> Your task: The answer is a single number: the count of lines in the records below that contain the word "lane".

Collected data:
========

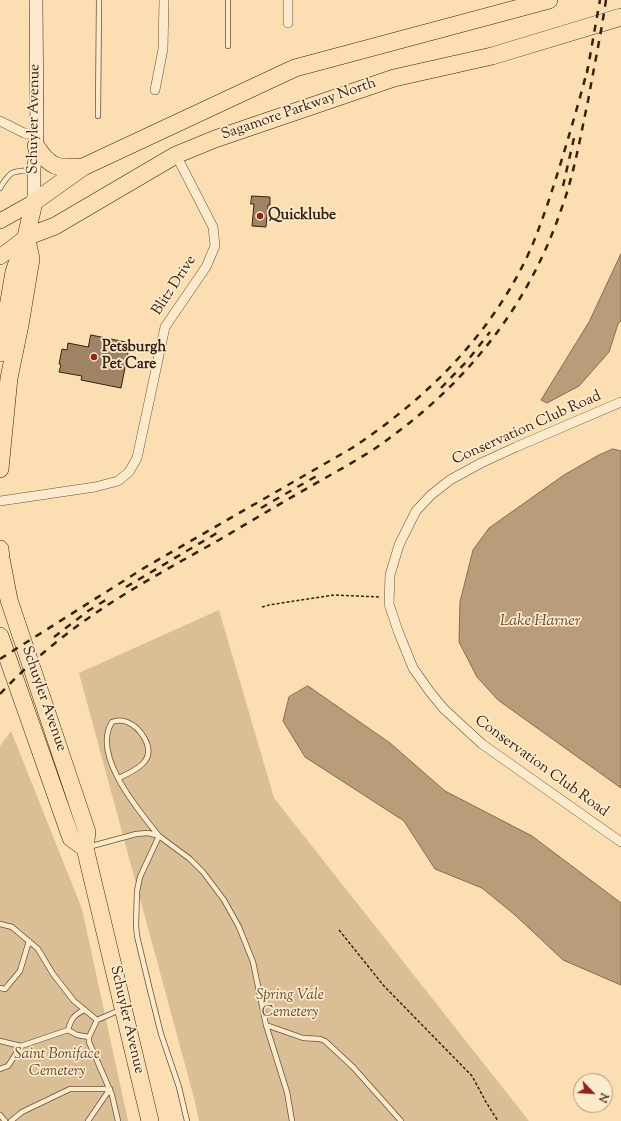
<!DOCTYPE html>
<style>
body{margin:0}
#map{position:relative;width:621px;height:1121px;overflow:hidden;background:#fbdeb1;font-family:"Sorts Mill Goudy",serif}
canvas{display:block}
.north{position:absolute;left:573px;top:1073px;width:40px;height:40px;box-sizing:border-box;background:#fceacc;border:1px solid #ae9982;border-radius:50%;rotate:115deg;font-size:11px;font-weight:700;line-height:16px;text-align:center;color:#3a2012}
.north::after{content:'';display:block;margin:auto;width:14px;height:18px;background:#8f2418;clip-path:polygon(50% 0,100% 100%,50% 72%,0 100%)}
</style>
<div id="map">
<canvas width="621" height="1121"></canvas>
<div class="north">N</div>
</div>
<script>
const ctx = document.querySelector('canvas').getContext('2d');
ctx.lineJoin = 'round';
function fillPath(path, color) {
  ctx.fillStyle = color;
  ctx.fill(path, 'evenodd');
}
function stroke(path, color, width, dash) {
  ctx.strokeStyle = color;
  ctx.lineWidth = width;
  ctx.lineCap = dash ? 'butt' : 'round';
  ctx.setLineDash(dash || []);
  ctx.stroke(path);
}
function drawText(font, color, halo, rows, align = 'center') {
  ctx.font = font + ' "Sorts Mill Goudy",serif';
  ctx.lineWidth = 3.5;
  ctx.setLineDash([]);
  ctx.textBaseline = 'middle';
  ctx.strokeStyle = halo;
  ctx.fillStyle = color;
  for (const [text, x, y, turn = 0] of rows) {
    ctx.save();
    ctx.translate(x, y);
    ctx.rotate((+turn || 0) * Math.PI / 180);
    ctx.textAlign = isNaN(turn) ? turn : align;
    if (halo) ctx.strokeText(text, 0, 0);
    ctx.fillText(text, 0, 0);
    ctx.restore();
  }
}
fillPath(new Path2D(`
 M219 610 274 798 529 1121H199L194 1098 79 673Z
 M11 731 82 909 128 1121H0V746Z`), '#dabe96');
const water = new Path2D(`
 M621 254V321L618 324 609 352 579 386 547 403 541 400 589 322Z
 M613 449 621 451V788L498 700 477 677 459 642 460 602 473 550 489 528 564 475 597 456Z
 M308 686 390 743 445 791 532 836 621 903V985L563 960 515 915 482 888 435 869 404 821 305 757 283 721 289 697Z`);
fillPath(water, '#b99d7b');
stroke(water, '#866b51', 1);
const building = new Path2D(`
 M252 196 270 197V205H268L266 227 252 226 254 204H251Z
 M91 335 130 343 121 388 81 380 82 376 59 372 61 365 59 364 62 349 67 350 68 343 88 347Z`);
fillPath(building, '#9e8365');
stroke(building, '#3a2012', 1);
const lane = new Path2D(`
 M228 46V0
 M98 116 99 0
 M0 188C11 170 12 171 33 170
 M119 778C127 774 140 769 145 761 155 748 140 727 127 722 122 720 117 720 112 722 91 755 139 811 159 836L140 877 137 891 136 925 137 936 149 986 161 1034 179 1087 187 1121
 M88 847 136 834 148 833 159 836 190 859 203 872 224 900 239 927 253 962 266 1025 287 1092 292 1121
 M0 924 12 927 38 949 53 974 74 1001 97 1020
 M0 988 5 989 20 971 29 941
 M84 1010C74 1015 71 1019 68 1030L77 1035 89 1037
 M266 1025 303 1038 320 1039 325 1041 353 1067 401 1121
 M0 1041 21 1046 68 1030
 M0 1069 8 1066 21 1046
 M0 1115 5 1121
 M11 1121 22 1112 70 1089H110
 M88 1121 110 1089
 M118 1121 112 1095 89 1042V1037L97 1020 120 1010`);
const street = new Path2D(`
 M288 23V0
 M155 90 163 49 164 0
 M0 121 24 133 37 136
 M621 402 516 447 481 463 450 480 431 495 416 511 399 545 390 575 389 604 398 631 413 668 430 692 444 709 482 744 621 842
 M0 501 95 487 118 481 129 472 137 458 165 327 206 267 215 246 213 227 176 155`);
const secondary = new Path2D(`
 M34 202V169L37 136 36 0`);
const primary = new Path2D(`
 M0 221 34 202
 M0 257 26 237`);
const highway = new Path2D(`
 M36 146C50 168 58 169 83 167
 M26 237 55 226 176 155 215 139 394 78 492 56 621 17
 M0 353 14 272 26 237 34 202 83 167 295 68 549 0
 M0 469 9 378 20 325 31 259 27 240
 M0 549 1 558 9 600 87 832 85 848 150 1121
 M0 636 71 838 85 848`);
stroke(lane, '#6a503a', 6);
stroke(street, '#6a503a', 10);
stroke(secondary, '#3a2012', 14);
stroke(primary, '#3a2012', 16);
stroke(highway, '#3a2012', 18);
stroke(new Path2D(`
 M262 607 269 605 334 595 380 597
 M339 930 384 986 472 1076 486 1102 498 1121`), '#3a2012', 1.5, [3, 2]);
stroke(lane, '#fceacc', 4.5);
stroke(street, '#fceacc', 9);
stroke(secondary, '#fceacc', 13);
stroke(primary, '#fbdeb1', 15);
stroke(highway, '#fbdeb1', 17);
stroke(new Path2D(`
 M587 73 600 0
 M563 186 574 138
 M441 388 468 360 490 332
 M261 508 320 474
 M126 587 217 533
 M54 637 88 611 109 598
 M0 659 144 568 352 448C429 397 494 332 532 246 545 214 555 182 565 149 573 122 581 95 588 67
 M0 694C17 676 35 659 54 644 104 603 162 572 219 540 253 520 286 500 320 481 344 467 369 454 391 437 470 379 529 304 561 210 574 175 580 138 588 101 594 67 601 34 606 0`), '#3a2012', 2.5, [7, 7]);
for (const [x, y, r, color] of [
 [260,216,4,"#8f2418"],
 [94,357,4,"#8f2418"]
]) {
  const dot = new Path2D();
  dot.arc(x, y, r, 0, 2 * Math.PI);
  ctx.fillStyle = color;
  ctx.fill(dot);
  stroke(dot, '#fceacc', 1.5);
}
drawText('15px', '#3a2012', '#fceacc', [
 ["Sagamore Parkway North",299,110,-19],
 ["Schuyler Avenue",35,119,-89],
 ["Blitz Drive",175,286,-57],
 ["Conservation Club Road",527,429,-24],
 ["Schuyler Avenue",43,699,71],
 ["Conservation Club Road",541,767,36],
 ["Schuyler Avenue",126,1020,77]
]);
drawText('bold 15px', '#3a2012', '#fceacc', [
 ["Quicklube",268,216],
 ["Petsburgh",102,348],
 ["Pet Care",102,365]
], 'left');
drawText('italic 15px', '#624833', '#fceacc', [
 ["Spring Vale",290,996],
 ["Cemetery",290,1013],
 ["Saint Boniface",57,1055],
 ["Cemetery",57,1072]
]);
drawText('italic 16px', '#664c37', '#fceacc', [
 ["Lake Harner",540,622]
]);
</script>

========

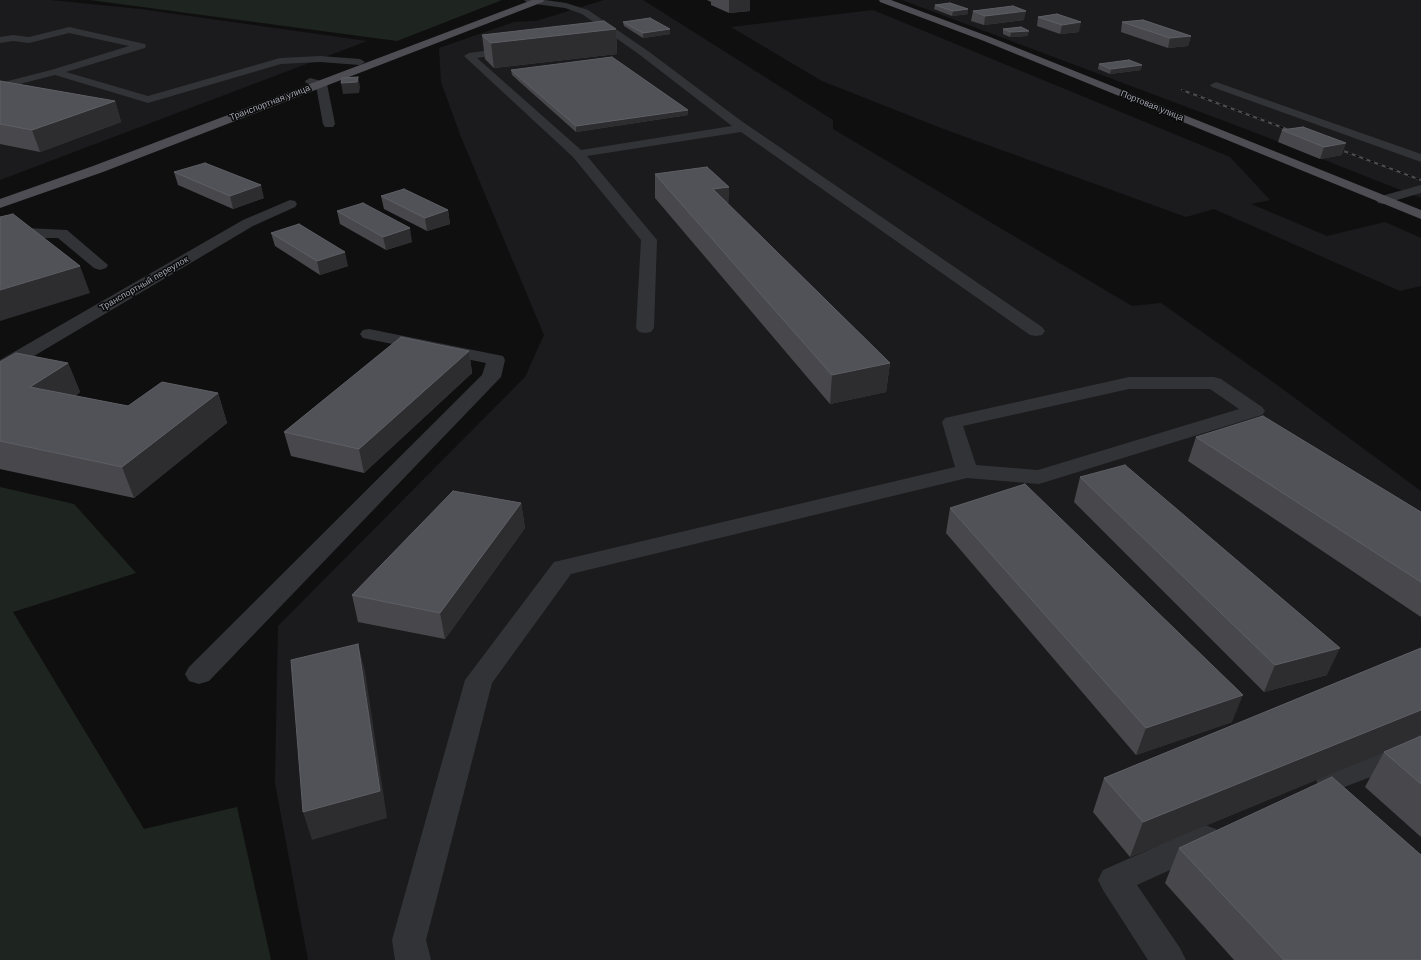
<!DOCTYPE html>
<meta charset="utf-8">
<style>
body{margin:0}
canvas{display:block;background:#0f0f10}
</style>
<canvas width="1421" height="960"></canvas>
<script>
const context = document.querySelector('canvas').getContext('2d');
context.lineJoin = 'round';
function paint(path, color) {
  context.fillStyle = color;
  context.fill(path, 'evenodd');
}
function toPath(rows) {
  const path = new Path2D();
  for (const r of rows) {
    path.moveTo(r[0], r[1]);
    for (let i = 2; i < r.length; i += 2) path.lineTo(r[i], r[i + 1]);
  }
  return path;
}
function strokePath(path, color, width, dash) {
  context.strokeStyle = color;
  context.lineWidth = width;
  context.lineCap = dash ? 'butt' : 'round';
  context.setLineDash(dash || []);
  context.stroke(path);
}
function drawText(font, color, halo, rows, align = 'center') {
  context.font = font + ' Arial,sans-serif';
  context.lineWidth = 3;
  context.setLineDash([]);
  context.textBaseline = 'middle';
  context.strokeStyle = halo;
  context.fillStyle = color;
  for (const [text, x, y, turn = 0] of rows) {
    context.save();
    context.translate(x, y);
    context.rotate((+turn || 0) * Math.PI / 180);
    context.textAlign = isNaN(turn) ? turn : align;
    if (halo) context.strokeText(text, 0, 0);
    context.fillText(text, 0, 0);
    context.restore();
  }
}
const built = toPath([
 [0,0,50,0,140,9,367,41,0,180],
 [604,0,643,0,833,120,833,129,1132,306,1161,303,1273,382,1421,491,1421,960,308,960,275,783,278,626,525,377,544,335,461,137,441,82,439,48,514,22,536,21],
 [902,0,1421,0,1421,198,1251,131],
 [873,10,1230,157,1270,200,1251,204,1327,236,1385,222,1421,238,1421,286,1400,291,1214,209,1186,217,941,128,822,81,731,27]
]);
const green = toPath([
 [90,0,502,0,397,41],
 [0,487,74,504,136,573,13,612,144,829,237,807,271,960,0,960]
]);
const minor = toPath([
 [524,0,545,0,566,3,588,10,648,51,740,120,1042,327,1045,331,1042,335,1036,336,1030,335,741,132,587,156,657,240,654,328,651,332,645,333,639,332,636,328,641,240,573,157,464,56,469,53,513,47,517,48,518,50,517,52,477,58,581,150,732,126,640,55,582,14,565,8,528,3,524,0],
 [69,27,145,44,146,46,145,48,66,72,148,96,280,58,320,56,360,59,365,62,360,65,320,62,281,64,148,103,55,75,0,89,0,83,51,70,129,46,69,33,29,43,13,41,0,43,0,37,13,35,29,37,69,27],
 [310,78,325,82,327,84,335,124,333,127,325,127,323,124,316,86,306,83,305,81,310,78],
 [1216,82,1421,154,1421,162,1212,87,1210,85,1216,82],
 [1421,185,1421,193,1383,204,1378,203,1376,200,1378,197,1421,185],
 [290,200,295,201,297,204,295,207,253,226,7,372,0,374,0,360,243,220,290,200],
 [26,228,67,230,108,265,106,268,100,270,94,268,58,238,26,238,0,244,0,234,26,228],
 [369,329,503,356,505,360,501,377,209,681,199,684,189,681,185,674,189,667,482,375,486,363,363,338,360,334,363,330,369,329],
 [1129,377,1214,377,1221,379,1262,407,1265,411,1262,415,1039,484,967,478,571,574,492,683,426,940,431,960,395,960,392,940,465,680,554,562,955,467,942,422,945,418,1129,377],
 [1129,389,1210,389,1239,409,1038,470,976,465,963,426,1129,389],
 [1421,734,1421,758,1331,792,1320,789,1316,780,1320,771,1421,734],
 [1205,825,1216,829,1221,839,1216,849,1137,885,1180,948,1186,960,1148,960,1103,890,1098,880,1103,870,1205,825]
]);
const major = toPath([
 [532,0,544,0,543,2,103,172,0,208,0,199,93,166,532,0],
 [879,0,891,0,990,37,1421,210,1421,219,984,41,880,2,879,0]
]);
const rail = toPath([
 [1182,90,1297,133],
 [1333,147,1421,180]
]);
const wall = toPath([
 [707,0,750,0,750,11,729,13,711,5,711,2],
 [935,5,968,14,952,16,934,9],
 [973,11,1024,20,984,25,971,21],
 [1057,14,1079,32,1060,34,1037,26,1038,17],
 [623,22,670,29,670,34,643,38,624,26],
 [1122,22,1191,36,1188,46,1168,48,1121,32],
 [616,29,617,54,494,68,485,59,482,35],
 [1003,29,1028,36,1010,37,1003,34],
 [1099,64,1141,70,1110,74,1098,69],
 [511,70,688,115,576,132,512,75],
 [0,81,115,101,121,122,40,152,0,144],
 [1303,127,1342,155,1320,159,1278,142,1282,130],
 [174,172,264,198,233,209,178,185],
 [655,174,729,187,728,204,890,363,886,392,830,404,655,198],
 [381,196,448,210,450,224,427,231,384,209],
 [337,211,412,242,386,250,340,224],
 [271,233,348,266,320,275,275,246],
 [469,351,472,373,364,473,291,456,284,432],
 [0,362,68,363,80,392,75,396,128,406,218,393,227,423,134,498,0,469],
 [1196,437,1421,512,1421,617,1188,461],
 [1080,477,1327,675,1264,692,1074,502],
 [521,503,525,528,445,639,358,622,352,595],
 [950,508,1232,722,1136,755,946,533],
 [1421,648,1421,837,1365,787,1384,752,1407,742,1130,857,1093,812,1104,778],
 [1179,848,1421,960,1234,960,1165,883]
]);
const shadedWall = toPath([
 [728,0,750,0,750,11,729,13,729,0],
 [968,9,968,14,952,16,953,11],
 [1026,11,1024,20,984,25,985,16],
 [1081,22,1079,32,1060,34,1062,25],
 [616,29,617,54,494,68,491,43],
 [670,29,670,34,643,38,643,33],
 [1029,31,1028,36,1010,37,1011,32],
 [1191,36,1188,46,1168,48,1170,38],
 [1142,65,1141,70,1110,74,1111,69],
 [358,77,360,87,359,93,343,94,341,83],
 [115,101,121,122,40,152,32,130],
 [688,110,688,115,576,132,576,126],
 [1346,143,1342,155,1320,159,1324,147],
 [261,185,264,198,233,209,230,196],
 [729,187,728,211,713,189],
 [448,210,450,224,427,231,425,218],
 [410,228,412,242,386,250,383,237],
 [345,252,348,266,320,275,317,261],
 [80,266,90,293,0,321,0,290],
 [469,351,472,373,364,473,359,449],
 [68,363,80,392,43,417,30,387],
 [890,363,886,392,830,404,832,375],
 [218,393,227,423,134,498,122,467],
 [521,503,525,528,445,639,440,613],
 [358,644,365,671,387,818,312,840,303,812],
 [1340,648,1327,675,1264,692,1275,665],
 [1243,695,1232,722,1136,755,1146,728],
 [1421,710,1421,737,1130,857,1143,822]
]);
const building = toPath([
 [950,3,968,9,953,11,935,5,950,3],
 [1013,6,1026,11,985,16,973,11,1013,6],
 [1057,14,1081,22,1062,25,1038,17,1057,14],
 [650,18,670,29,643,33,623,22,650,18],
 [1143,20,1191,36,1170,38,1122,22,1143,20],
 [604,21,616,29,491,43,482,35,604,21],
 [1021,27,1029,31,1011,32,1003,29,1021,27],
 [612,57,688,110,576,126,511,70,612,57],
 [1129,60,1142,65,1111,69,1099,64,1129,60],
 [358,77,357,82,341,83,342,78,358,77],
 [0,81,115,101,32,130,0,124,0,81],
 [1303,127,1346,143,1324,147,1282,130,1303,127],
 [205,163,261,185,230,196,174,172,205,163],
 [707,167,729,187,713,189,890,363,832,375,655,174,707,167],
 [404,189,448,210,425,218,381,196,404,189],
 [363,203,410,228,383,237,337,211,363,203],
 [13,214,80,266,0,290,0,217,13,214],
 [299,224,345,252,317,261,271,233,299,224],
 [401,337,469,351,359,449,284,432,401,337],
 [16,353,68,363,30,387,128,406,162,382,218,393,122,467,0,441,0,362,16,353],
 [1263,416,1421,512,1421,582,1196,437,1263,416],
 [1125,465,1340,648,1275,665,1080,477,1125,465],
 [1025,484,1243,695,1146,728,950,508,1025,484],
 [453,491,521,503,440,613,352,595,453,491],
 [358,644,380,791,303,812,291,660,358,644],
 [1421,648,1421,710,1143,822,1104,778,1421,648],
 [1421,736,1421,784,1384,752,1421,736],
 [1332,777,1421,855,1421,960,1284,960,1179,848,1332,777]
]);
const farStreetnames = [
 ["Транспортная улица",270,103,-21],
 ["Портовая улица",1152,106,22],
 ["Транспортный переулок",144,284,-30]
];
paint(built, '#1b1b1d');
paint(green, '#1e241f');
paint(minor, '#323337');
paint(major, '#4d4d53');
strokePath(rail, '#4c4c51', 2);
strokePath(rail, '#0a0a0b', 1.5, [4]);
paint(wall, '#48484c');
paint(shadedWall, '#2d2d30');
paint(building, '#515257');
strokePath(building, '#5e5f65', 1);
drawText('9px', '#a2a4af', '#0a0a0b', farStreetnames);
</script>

========

> Answer for the task: 3